The forward line clicked. When the Pies move the ball with that quick, decisive handballing style they’ve built their brand around, they are genuinely hard to stop. Goals came from multiple sources — that spread of goal-kickers is something Craig McRae has worked hard to develop, and on this day it paid off beautifully.
Richmond, to their credit, didn’t roll over. They never do. They pushed back in the second quarter, using their contested ball strength to draw level at one point, and teh crowd noise cranked up to that special MCG hum that tells you something real is happening on the ground below.
At half-time the margin was slim. A kick or two. Enough to keep a Collingwood supporter anxious, but enough to keep hope alive too.
The Umpires — Let’s Talk About It
Look, I promised myself I’d be measured. And I will be. The umpires made calls throughout this game that left a lot of black-and-white scarves being waved in frustration around the ground. Holding the ball decisions that went against the Pies in the third quarter when the Tigers were under the pump — you could argue they were the right calls, but you could also argue the Pies were robbed of a momentum shift at a crucial point.
I’m not saying there’s a conspiracy. I’m not that bloke. But I will say: when you’re watching a tight game and free kicks seem to cluster at one end of the ledger, it raises eyebrows. The stats will tell their own story when they come out. What I’ll say is that our boys played through it and found a way regardless. That’s the mark of a good side.
Third Quarter: The Contest That Defined the Game
If you love footy — real footy, the contested, hard-at-it stuff that built this game — the third quarter was a feast. Both sides were at it. Spoils flying, bodies on the line, stoppages that went for what felt like minutes at a time.

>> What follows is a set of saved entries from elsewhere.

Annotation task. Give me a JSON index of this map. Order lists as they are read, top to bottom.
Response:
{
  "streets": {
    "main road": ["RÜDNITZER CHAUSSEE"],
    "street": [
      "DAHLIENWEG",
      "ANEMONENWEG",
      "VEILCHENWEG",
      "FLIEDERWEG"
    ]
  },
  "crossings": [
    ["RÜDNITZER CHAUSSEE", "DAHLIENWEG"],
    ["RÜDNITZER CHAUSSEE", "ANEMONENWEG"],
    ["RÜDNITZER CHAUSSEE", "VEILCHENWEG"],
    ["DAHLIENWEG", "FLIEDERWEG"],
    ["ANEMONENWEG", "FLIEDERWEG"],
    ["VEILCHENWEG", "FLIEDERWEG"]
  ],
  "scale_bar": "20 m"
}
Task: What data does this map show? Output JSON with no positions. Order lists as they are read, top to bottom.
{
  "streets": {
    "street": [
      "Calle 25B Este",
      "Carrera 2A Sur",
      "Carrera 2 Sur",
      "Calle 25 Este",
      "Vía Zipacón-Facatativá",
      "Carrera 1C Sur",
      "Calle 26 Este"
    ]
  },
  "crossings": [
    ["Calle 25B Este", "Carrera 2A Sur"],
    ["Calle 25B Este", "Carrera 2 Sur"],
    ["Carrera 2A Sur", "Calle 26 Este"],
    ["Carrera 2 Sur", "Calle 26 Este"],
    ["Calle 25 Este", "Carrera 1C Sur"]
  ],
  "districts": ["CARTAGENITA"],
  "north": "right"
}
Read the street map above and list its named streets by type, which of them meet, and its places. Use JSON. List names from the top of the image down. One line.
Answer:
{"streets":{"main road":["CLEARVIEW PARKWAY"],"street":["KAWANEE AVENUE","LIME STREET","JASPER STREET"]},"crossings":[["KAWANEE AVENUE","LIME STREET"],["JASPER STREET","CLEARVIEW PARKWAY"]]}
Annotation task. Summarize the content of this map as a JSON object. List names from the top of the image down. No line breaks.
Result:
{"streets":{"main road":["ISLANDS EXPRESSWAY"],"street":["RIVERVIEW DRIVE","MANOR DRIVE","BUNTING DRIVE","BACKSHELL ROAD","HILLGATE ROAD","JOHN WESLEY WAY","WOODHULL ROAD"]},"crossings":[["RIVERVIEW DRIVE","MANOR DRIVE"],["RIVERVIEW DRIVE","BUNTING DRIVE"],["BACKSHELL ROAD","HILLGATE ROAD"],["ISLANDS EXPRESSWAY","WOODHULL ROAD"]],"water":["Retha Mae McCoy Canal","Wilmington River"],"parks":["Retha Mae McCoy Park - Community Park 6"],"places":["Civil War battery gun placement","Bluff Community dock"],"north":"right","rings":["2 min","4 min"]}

Collingwood’s defensive six were outstanding in this stretch. Richmond’s forwards are no joke — they’ve got pace and athleticism to burn — but the Pies’ backline held together and repelled wave after wave. Intercept marks, spoils, run-off from the defensive 50. Smart, disciplined footy under serious pressure.
The key moment came midway through the third. A long ball inside 50, a contested mark taken strongly against the boundary, and a set shot that split the big sticks. That goal opened a three-goal buffer and changed the emotional temperature of the game. You could feel it from both ends of the ground.
Richmond kept fighting — they always do — but from that point, the Pies had control. Not comfort, mind you. Control. There’s a difference, and every Collingwood supporter who’s watched this team over the years knows it well.
The Final Term: Holding the Fort
I’m not going to sit here and tell you the last quarter was relaxing. It was definately not relaxing. Richmond threw everything at it. Their midfield found another gear. They hit the scoreboard a couple of times and made it a one-goal game with about eight minutes left.
Here’s the thing about this Collingwood group though: they’ve been in these situations before. They’ve learned how to win close ones. The game management — the way they slowed play when they needed to, how they went back with the flight under pressure, how they used the boundary — was impressive for a team with this many evolving pieces.
When the final siren rang out, the relief was real. Four points. Precious, hard-earned, deserved four points. The margin might not have been massive, but the performance — particularly when the heat was on — was exactly what you want to see from a finals contender.
The Standouts Who Made the Difference
This is a team game and I won’t overload any individual, but a few blokes deserve special mention:
- The midfield engine room won the clearance battle more often than not and kept Richmond’s ball movement disrupted through the middle third of the ground.
- The key defender who spent most of the afternoon on Richmond’s most dangerous forward was immense — physical, disciplined and switched on in every contest.
- The small forwards created chaos, running the Tigers’ backline ragged with crumbing work and pressure that led to multiple turnovers inside 50.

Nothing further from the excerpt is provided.